DIRECTIONS: On the basis of the records below, report how many lines contain the word "column". Nothing else should be given.

INFORMATION PROVIDED:
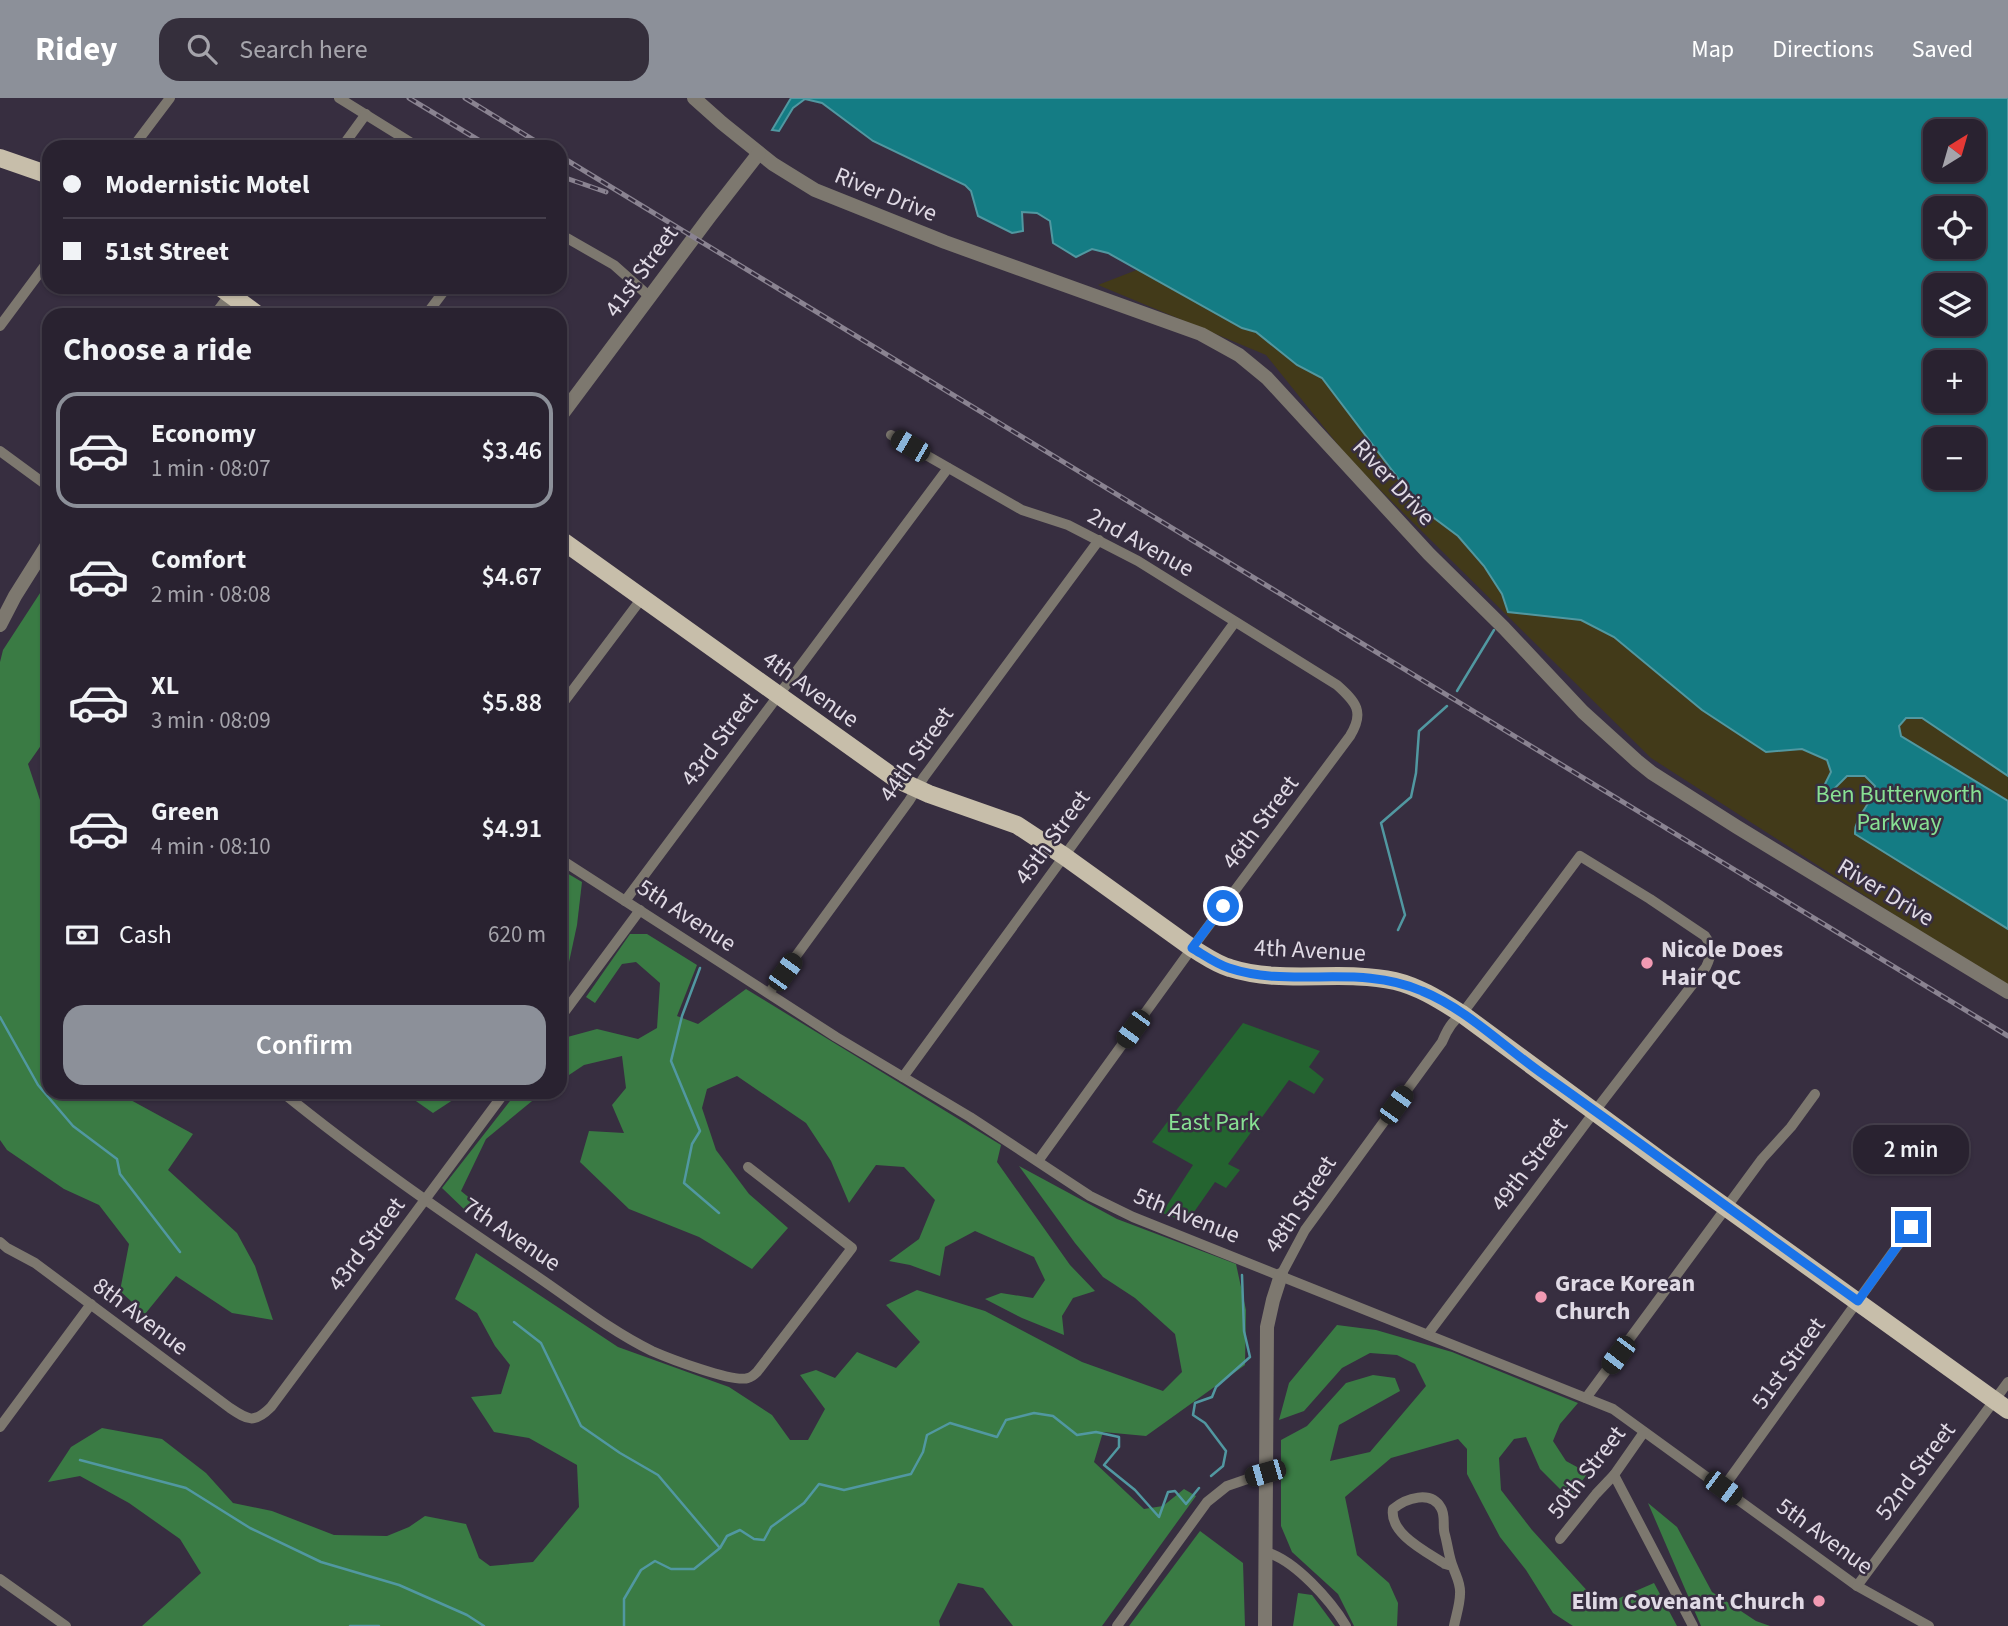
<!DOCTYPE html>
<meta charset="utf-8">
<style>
:root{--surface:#292230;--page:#352f3c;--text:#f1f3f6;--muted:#a5a4ab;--line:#453f4c;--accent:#8c9099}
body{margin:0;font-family:"Source Sans 3",sans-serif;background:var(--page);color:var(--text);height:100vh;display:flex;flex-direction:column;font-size:26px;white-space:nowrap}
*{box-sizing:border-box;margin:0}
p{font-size:23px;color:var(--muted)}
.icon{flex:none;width:38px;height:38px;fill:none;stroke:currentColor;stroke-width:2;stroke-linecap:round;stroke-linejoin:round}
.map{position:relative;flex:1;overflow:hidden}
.side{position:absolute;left:42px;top:210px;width:525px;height:791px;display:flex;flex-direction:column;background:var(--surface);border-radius:21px;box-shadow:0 2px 5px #0004,0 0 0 2px var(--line)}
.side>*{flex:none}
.top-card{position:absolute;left:42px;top:42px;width:525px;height:154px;border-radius:21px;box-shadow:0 2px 5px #0004,0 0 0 2px var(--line);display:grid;align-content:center;height:154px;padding:0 21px;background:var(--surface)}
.needle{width:46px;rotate:37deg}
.controls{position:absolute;left:1923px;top:21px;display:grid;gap:14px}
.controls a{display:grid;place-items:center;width:63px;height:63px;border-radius:14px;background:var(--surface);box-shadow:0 2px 5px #0004,0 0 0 2px var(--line);font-size:35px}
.end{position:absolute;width:32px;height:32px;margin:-16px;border:9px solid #1a73e8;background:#fff;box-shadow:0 0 0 4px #fff}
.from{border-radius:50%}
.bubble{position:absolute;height:49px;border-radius:21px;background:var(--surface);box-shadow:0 2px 5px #0004,0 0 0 2px var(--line);font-size:23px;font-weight:600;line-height:49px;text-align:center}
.car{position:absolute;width:21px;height:42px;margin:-21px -10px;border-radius:9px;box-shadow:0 0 5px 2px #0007;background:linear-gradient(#222 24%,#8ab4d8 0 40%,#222 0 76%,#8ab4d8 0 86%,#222 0)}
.top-card b{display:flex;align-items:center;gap:24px;height:66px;font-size:26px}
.top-card b+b{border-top:2px solid var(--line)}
.top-card i{width:18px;height:18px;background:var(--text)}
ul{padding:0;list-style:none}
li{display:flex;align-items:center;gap:21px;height:116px;margin:0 14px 10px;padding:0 7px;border:4px solid transparent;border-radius:21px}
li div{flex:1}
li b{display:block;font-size:26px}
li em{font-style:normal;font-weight:600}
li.active{border-color:var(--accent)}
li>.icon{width:63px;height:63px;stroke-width:1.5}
h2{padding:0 21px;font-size:32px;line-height:84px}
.pay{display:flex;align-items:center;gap:18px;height:77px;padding:0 21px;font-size:26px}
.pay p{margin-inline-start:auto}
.button{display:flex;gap:14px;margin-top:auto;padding:14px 21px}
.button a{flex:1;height:80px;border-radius:21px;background:var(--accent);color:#fff;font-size:28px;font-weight:600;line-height:80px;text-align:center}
header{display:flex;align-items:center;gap:42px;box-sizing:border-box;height:98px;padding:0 35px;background:var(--accent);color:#fff}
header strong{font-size:33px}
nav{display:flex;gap:38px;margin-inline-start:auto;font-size:24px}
.search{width:490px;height:63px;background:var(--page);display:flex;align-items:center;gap:18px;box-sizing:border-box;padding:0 24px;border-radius:21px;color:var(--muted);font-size:26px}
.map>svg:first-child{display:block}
</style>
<header>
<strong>Ridey</strong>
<div class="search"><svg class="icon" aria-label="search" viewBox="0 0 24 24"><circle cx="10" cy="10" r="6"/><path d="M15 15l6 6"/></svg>Search here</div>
<nav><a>Map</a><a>Directions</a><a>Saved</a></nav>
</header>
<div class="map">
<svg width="2008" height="1528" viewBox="0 0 2008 1528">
<rect width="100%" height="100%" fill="#372e40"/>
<path fill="#246430" d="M1243,925L1320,953L1309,969L1324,981L1314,996L1289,982L1228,1066L1240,1072L1226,1090L1215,1084L1187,1124L1162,1115L1193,1067L1152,1044Z"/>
<g fill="#3a7b44">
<path d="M42,492L49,498V636L28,666L43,711L49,756V994H116L193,1036L168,1072L237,1135L255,1168L273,1222L232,1215L176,1178L145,1216L120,1193L129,1146L99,1107L64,1091L7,1052L0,1042V564L3,552Z"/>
<path d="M560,771L582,784L577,827L563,892L560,895Z"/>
<path d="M630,836H647L697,867L677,918L698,926L746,891L1001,1047L997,1064L1070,1167L1095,1193L1073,1200L1062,1218L1064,1237L1022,1220L985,1201L1001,1195L1033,1200L1045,1182L1034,1159L975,1133L945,1149L940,1178L910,1167L889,1163L919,1141L935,1102L904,1069L876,1067L849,1105L831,1063L806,1025L737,978L707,991L702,1010L716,1052L749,1096L788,1130L752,1171L699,1139L629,1111L580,1064L589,1033L624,1035L612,1007L626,990L622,958L584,967L560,983V941L597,931L638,941L657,930L660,885L636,864L622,866L595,905L586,899Z"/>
<path d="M403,994H465L433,1015Z"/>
<path d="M517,994H543L486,1041L461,1093L478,1107L466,1113L442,1090Z"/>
<path d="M1019,1068L1117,1121L1236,1166L1246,1212L1245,1267L1146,1338L1103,1334L1094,1364L1144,1411L1163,1408L1184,1391L1196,1398L1102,1528H1013L983,1490L958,1485L939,1523L940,1528H142L201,1475L180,1441L129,1405L80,1378L48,1384L71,1349L102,1330L162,1341L206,1375L233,1405L272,1413L334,1437L387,1438L409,1429L425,1418L466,1426L479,1460L490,1468L533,1464L579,1409L577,1367L529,1340L494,1334L471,1299L501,1296L510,1267L495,1248L477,1215L455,1201L476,1155L618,1249L729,1289L772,1317L790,1342H808L825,1311L800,1277L816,1272L835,1280L857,1254L896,1270L920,1244L886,1207L917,1192L985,1213L1082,1264L1163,1293L1182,1274L1175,1236L1135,1200L1103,1179L1075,1145Z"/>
<path d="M1337,1227L1376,1232L1452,1254L1578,1305L1560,1326L1553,1343L1566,1363L1588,1375L1569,1400L1540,1371L1526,1339L1514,1341L1499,1360L1501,1392L1532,1432L1601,1508L1654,1485L1677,1528H1573L1553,1515L1526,1472L1500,1439L1482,1405L1467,1376V1351L1458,1341L1391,1360L1345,1399L1357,1457L1389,1485L1398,1505L1397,1528H1354L1338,1496L1292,1454L1281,1428V1342L1307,1328L1346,1285L1373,1277L1395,1280L1400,1293L1339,1327L1330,1363L1370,1354L1426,1288L1415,1266L1397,1257L1370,1255L1342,1270L1304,1313L1279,1322L1289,1285Z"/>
<path d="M1648,1405L1677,1429L1712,1494L1756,1523L1770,1528H1701Z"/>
<path d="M1200,1433L1243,1465L1245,1528H1129Z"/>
<path d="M1298,1495L1312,1497L1335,1528H1293Z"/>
</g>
<path fill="#423a19" d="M1152,166L1917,613L2008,671V890L1651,660L1351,363L1266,257L1098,187Z"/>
<path fill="#147c84" stroke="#5198a1" stroke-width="2" fill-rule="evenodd" d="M791,0H2008V678L1922,620H1906L1899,628L1901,638L2008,703V831L1855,736C1854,718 1873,706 1875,688L1865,678H1847L1831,694L1824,688L1831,674L1827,662L1802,651L1766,654L1702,612L1614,539L1581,522L1508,514L1502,496L1484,468L1458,438L1426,414L1407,392L1322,280L1297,267L1256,234L1242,230L1108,155L1092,151L1076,159L1053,145L1050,123L1037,115L1022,114L1023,133L1012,135L978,118L971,93L965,87L873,43L822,5L805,1L793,10L779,33L772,32ZM1936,33H1974V72H1936ZM1936,110H1974V149H1936ZM1936,187H1974V226H1936ZM1936,264H1974V303H1936ZM1936,341H1974V380H1936Z"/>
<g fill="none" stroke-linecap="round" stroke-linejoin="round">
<g stroke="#5198a1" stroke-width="2.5">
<path d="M1457,593L1494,532"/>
<path d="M1398,832L1405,817L1381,725L1411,699L1416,675L1419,633L1447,608"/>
<path d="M700,870L682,918L671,963L700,1033L692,1046L684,1085L719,1115"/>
<path d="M0,919L38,987L73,1028L117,1061L120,1076L180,1154"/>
<path d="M514,1224L541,1245L581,1328L620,1355L658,1377L719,1449"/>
<path d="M80,1362L186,1390L250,1430L321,1464L399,1487L467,1517L484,1528"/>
<path d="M1211,1378L1223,1368L1226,1353L1205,1325L1193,1317L1195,1305L1212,1299L1216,1289L1250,1259L1244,1233L1242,1177"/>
<path d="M350,1528H379"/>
<path d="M624,1528V1501L641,1472L655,1463L671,1471H694L720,1450L727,1438L740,1432L754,1441L764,1442L771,1429L804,1405L819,1386L844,1392L911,1376L923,1354L927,1337L950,1325L997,1339L1006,1322L1034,1315L1053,1318L1077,1337L1096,1334L1119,1339V1349L1104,1367L1135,1392L1159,1419L1168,1394L1175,1393L1186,1406L1199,1390"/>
</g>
<g stroke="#7d786f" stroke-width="10">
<path d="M339,0L418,49"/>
<path d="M133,49L170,0"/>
<path d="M342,49L366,16"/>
<path d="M560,136L614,167L650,199"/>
<path d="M426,217L447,189"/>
<path d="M0,228L49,162"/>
<path d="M891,337L1022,412L1068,427L1138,463L1337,587C1356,604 1365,614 1350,638L1192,850L1038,1063"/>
<path d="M0,353L49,389"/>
<path d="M560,609L642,500"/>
<path d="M560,761L836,939L970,1019L1090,1098L1133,1119L1613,1311L1857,1488L1929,1528"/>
<path d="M625,803L948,370"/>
<path d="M769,895L909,703L924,679L1099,442"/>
<path d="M560,920L640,812"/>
<path d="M903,979L1235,524"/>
<path d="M282,994C362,1059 446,1117 532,1175C571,1201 609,1232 652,1253C668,1260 733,1285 748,1280C752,1279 754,1277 757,1274L852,1150L748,1069"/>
<path d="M0,1144L7,1150L35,1165L230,1310C248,1322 254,1326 271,1309L505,994"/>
<path d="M1281,1177L1305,1132L1442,944C1447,932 1452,923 1462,916L1580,758L1650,801L1705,838C1713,849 1712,856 1706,869L1595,1013L1428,1236"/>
<path d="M1586,1300L1762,1061L1791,1029L1815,996"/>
<path d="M0,1329L91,1206"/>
<path d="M1614,1377L1693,1528"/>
<path d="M1723,1390L1911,1129"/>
<path d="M1560,1441L1596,1396L1614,1377L1644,1334"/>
<path d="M1266,1454C1295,1462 1331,1503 1346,1528"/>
<path d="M1452,1468L1445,1466C1427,1454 1389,1436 1393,1411C1406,1400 1431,1392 1441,1410C1446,1418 1442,1429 1445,1437C1448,1448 1449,1460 1453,1469C1456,1478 1461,1486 1460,1496C1460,1506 1456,1518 1454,1528"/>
<path d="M0,1481L66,1528"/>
<path d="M1857,1488L2008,1284"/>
<path d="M1117,1528L1207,1404L1227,1388L1265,1375"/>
</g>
<g stroke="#7d786f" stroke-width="14">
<path d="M694,0L722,25L773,66L815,92L945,144L1201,236L1239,257L1267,280L1429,456L1504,530L1583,614L1637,663L1652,675L1737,729L2008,894"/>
<path d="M217,217L232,197"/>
<path d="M560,319L710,118L759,55"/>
<path d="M0,527L15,498L49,444"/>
<path d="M1265,1528L1267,1229L1273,1202L1281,1177"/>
</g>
<g stroke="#c7beaa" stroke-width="18">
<path d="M0,60L49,77"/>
<path d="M220,189L258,217"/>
<path d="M560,441L896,681L929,696L1017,727L1064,758L1192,850C1204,857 1216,866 1230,870C1283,887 1341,871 1395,883C1420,889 1441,903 1462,916L1660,1062L2008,1312"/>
</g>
<g stroke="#8a8391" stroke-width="5">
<g id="rail">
<path d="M409,0L490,49"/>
<path d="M465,0L545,49"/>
<path d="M560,58L2008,938"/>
<path d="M560,78L606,94"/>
</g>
</g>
<use href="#rail" stroke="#372e40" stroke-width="2.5" stroke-dasharray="8" stroke-linecap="butt"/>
</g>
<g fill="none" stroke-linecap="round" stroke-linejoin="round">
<path stroke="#1a73e8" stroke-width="9" d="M1223,808L1192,850C1204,857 1216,866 1229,870C1292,891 1358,865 1422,893C1466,911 1502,947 1540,974C1647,1049 1752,1128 1858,1203L1911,1129"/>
</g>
<g fill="#f19ab3" stroke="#372e40" stroke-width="2.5">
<circle cx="1647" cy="865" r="7"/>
<circle cx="1541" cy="1199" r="7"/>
<circle cx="1819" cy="1503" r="7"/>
</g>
<g text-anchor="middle" stroke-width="5" stroke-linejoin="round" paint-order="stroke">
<g font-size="24" fill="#e0dae5" stroke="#372e40">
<text transform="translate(886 96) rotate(22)" y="8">River Drive</text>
<text transform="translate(641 173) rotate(-54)" y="8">41st Street</text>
<text transform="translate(1394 384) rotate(47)" y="8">River Drive</text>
<text transform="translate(1141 444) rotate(29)" y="8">2nd Avenue</text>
<text transform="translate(811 591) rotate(36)" y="8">4th Avenue</text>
<text transform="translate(719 641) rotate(-53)" y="8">43rd Street</text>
<text transform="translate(916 656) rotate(-55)" y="8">44th Street</text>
<text transform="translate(1260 724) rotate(-53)" y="8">46th Street</text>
<text transform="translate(1052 739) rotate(-54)" y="8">45th Street</text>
<text transform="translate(1886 794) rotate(31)" y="8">River Drive</text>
<text transform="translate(687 817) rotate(33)" y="8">5th Avenue</text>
<text transform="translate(1310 852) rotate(3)" y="8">4th Avenue</text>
<text transform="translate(1529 1066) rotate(-53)" y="8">49th Street</text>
<text transform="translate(1300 1106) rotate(-57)" y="8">48th Street</text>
<text transform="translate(1187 1117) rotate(22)" y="8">5th Avenue</text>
<text transform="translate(512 1136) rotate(34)" y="8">7th Avenue</text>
<text transform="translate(366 1146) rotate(-53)" y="8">43rd Street</text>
<text transform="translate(141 1218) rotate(37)" y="8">8th Avenue</text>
<text transform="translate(1788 1265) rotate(-54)" y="8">51st Street</text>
<text transform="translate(1915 1373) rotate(-53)" y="8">52nd Street</text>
<text transform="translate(1586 1374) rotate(-52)" y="8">50th Street</text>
<text transform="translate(1825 1438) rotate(36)" y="8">5th Avenue</text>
</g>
<g font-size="24" fill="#88e193" stroke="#372e40">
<text x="1899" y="704">Ben Butterworth<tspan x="1899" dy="28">Parkway</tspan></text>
<text x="1214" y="1032">East Park</text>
</g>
<g font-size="24" font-weight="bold" fill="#e0dae5" stroke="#372e40" text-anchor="start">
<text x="1661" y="859">Nicole Does<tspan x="1661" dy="28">Hair QC</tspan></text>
<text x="1555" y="1193">Grace Korean<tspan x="1555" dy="28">Church</tspan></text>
<text x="1805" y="1511" text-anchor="end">Elim Covenant Church</text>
</g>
</g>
</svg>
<div class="controls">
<a><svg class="needle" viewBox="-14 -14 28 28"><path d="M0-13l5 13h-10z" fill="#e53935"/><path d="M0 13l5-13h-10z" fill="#a5a4ab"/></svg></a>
<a><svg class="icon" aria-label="locate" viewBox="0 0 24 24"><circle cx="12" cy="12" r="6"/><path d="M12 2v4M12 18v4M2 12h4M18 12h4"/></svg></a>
<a><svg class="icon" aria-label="layers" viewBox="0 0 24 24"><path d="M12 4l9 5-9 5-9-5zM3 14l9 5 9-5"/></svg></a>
<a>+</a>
<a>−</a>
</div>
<i class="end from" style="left:1223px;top:808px"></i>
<i class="end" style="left:1911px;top:1129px"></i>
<div class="bubble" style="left:1853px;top:1027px;width:116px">2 min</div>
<i class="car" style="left:910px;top:348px;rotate:300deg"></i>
<i class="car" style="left:785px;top:874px;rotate:36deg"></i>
<i class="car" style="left:1133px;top:931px;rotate:216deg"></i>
<i class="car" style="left:1396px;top:1007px;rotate:36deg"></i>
<i class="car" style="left:1618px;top:1257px;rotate:217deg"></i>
<i class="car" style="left:1265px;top:1375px;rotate:254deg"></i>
<i class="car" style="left:1723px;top:1390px;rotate:127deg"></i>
<div class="top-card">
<b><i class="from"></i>Modernistic Motel</b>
<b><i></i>51st Street</b>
</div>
<section class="side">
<h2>Choose a ride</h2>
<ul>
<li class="active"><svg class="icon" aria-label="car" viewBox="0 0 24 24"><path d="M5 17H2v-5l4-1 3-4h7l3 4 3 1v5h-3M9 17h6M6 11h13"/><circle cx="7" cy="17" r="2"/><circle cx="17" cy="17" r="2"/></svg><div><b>Economy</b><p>1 min · 08:07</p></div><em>$3.46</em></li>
<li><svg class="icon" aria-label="car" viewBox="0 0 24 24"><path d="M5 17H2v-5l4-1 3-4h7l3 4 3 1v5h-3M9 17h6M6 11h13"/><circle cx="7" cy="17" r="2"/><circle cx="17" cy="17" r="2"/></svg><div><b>Comfort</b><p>2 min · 08:08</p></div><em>$4.67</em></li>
<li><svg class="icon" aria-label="car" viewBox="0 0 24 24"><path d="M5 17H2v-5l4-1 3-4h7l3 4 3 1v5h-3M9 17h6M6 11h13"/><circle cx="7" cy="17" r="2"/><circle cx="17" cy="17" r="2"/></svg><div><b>XL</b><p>3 min · 08:09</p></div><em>$5.88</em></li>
<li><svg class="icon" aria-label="car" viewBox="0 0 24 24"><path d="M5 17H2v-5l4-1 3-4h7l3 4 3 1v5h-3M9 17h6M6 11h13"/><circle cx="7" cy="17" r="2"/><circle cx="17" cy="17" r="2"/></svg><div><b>Green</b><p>4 min · 08:10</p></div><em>$4.91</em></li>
</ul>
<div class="pay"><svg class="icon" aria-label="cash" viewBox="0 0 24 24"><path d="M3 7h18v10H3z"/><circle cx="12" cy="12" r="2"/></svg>Cash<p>620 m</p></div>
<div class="button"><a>Confirm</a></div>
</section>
</div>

EXERCISE RESPONSE: 2